Seth Godin - September 2007
Whether you want to be an expert piano player – or dominate the piano sales market – you're going to hit a point where reaching your goal just seems impossible. Is it a temporary setback – what Seth Godin calls "the dip" – or should you actually quit? Here Godin talks about why quitting can make you a winner, the problem with mediocrity – and how to create a contract with yourself.
Profit: You go against the usual ideas of quitting – even going against Vince Lombardi's famous proclamation that winners never quit. Why should executives rethink quitting?

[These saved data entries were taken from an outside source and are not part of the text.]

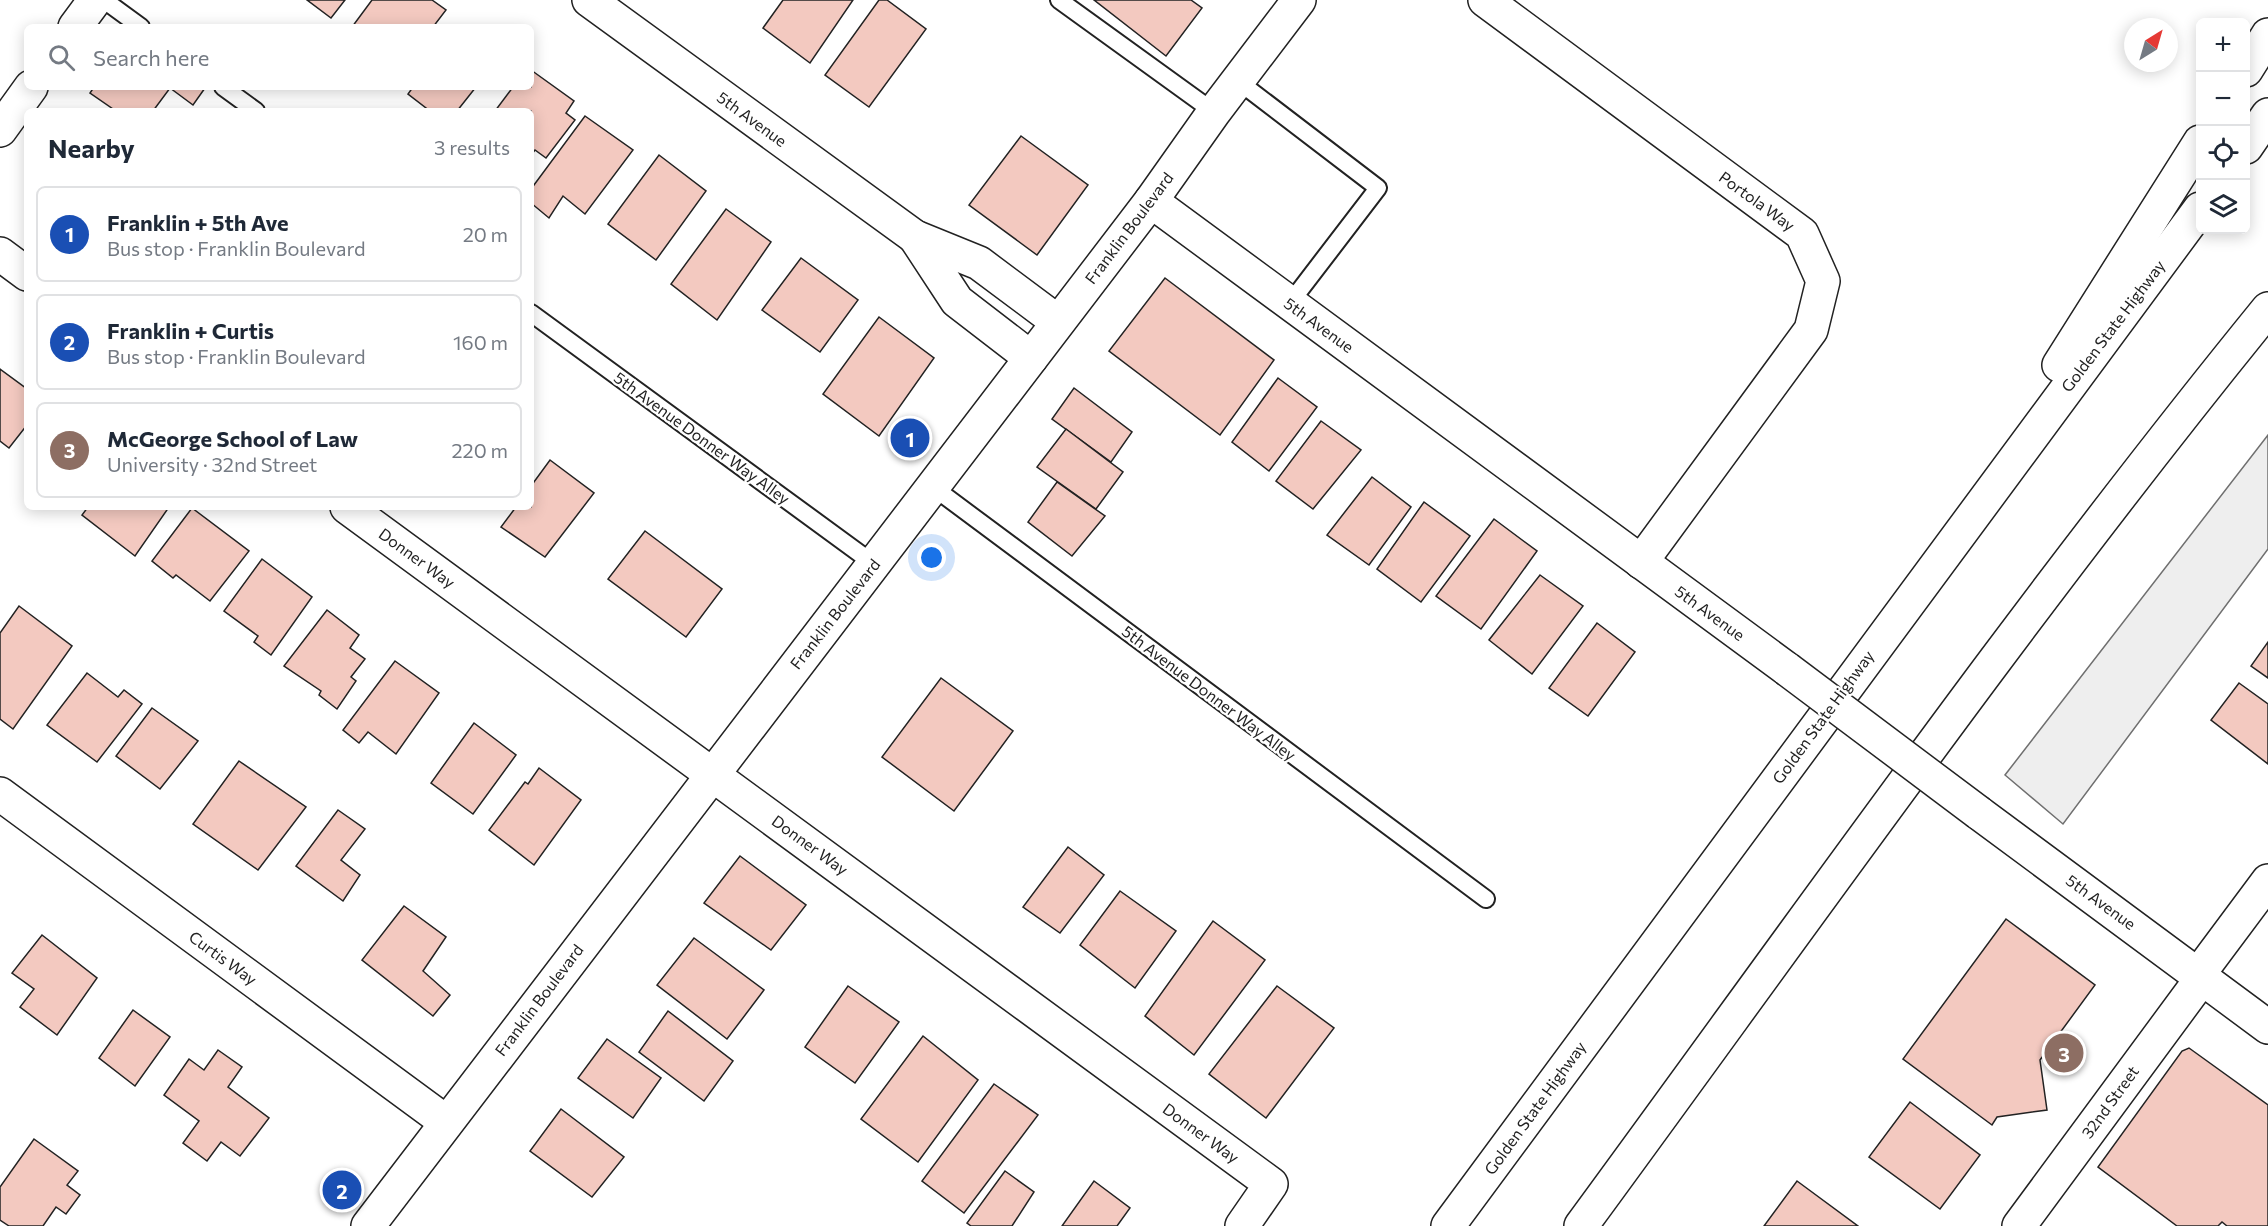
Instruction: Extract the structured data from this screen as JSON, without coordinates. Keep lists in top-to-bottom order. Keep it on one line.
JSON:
{"streets":{"main road":["5th Avenue","Portola Way","Franklin Boulevard","Golden State Highway","Donner Way","Curtis Way","32nd Street"],"lane":["5th Avenue Donner Way Alley"]},"crossings":[["5th Avenue","Portola Way"],["5th Avenue","Franklin Boulevard"],["5th Avenue","32nd Street"],["Franklin Boulevard","5th Avenue Donner Way Alley"],["Franklin Boulevard","Donner Way"],["Franklin Boulevard","Curtis Way"]],"north":"top right","page":{"map_buttons":["+","−"],"search":"Search here","heading":["Nearby","3 results"],"list":[{"mark":"1","name":"Franklin + 5th Ave","note":"Bus stop · Franklin Boulevard","value":"20 m"},{"mark":"2","name":"Franklin + Curtis","note":"Bus stop · Franklin Boulevard","value":"160 m"},{"mark":"3","name":"McGeorge School of Law","note":"University · 32nd Street","value":"220 m"}],"pins":["1","3","2"]}}
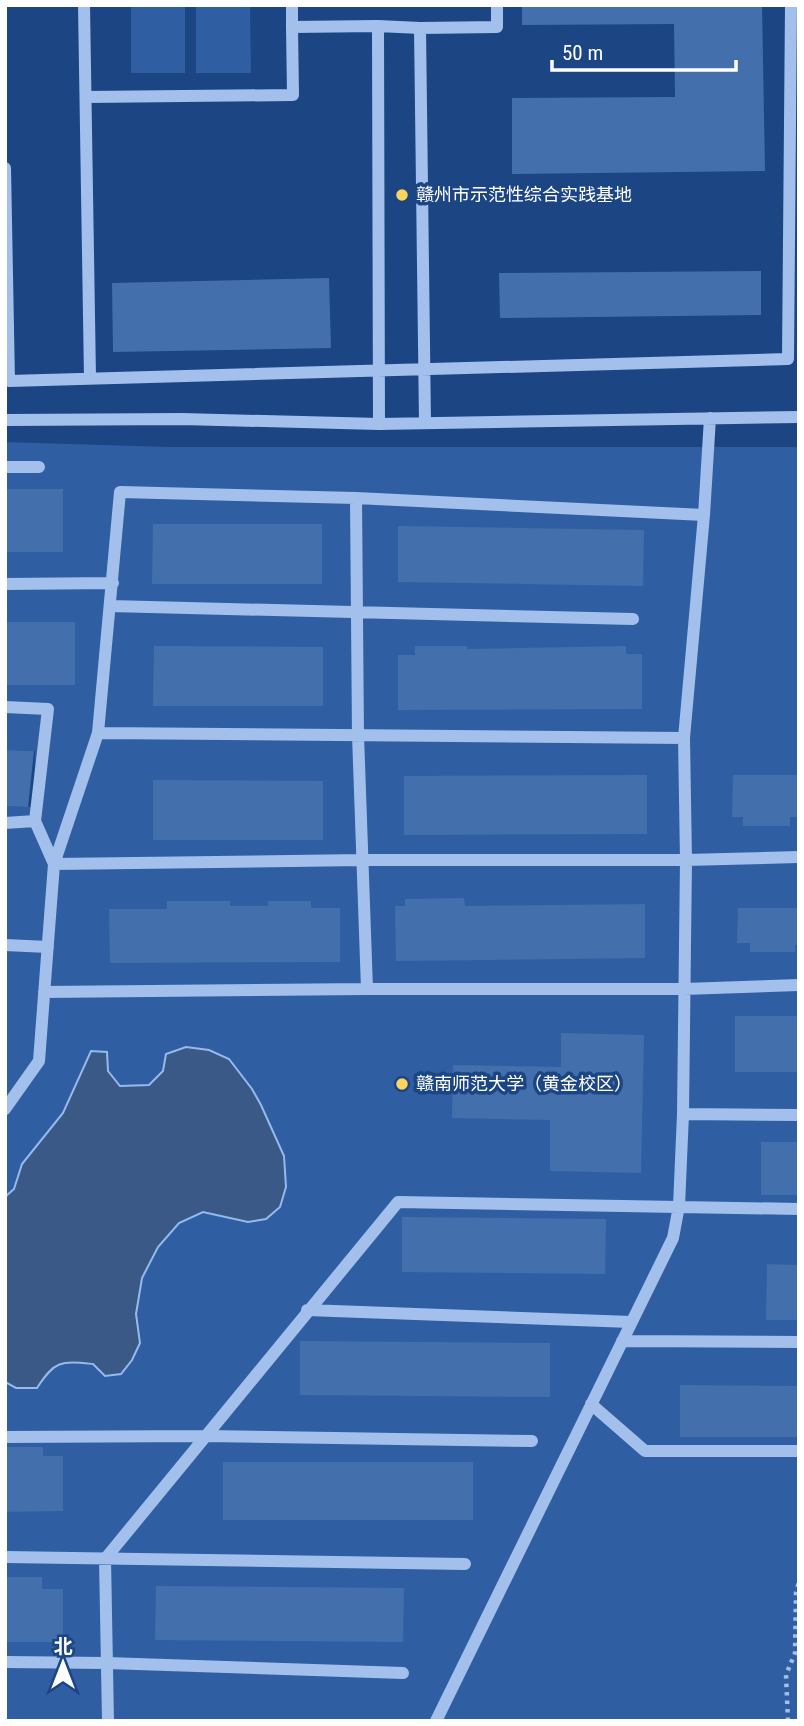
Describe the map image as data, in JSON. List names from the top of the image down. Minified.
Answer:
{"places":["赣州市示范性综合实践基地","赣南师范大学（黄金校区）"],"scale_bar":"50 m","north":"top"}
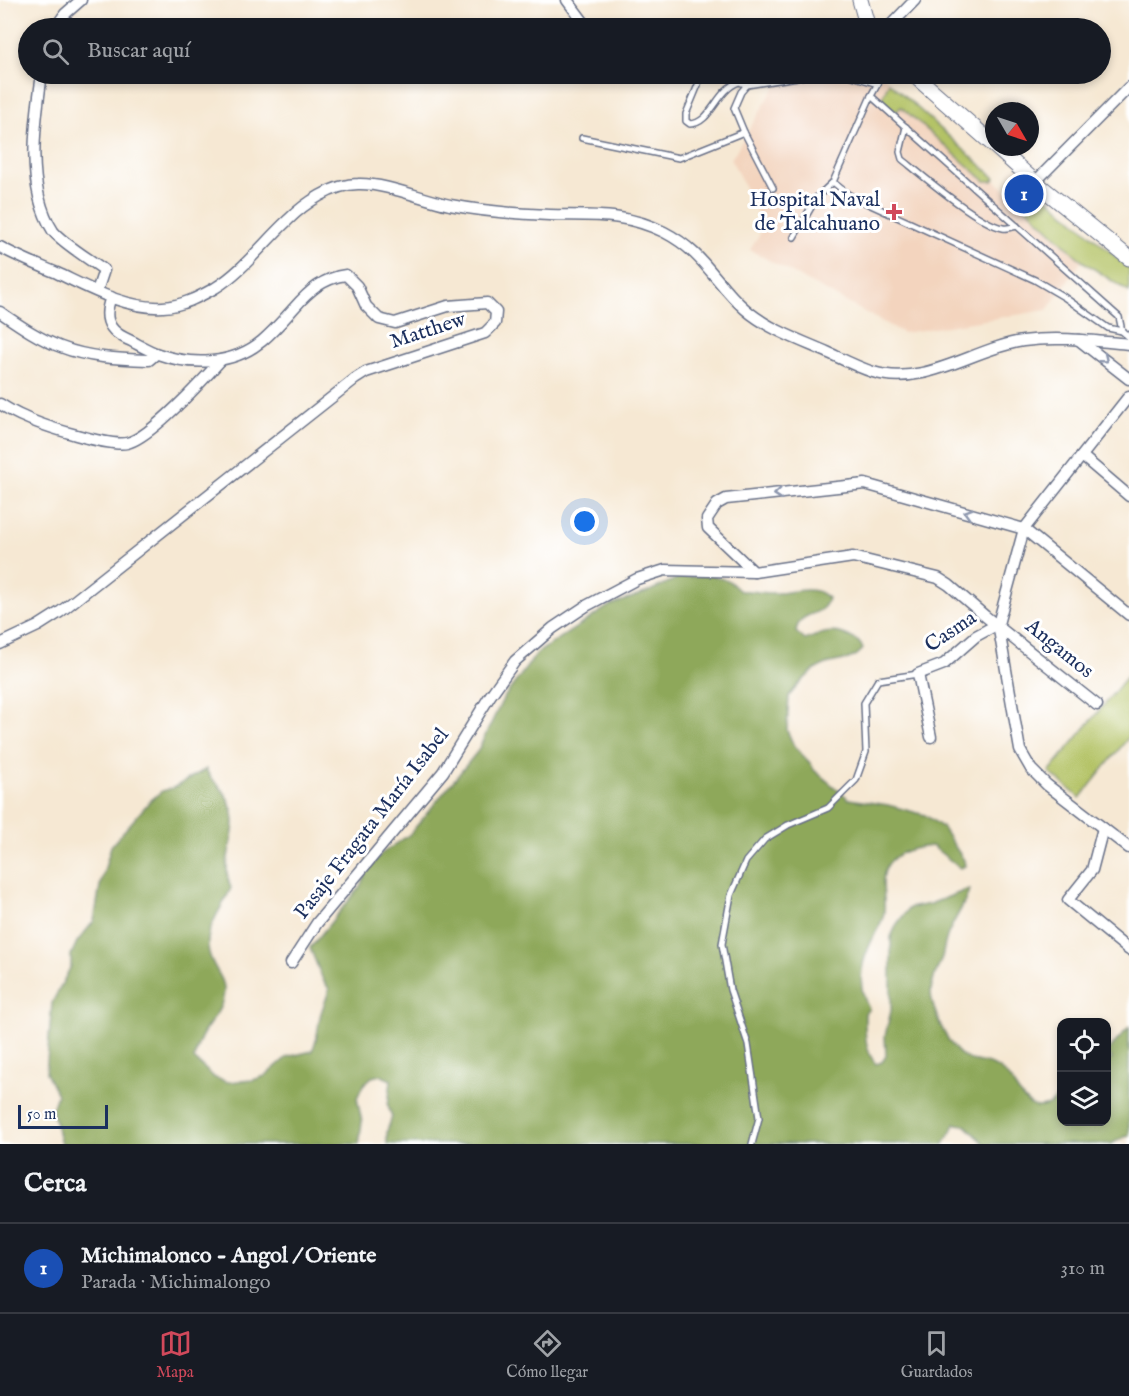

Seth Godin: Well, if quitting is a moral failure, then of course you shouldn't quit. But quitting is not a moral failure; it's a strategic decision. If we look at organizations that we think if as superstar - whether its Apple Computers or Google or Starbucks - they quit all the time. They don't quit their overall strategy, they don't quit their mission, but they quit their tactics. They understand that in a competitive world, in a world connected by the Internet, in a world where there are so many choices, only the best one, only the superstar, only the one that stands out is the one that gets picked.
Jack Welch set up an expectation inside GE that if you weren't number one or two in your division, he was going to shut you down. Once you understood that that was the outcome, you wouldn't go down any path that was likely to lead to that. His real win wasn't shutting down the divisions that were third or fourth, it was creating a culture where third and fourth divisions didn't get created in the first place. You are completely wasting your time and effort by coming up with third best but trying hard. That doesn't count for anything anymore.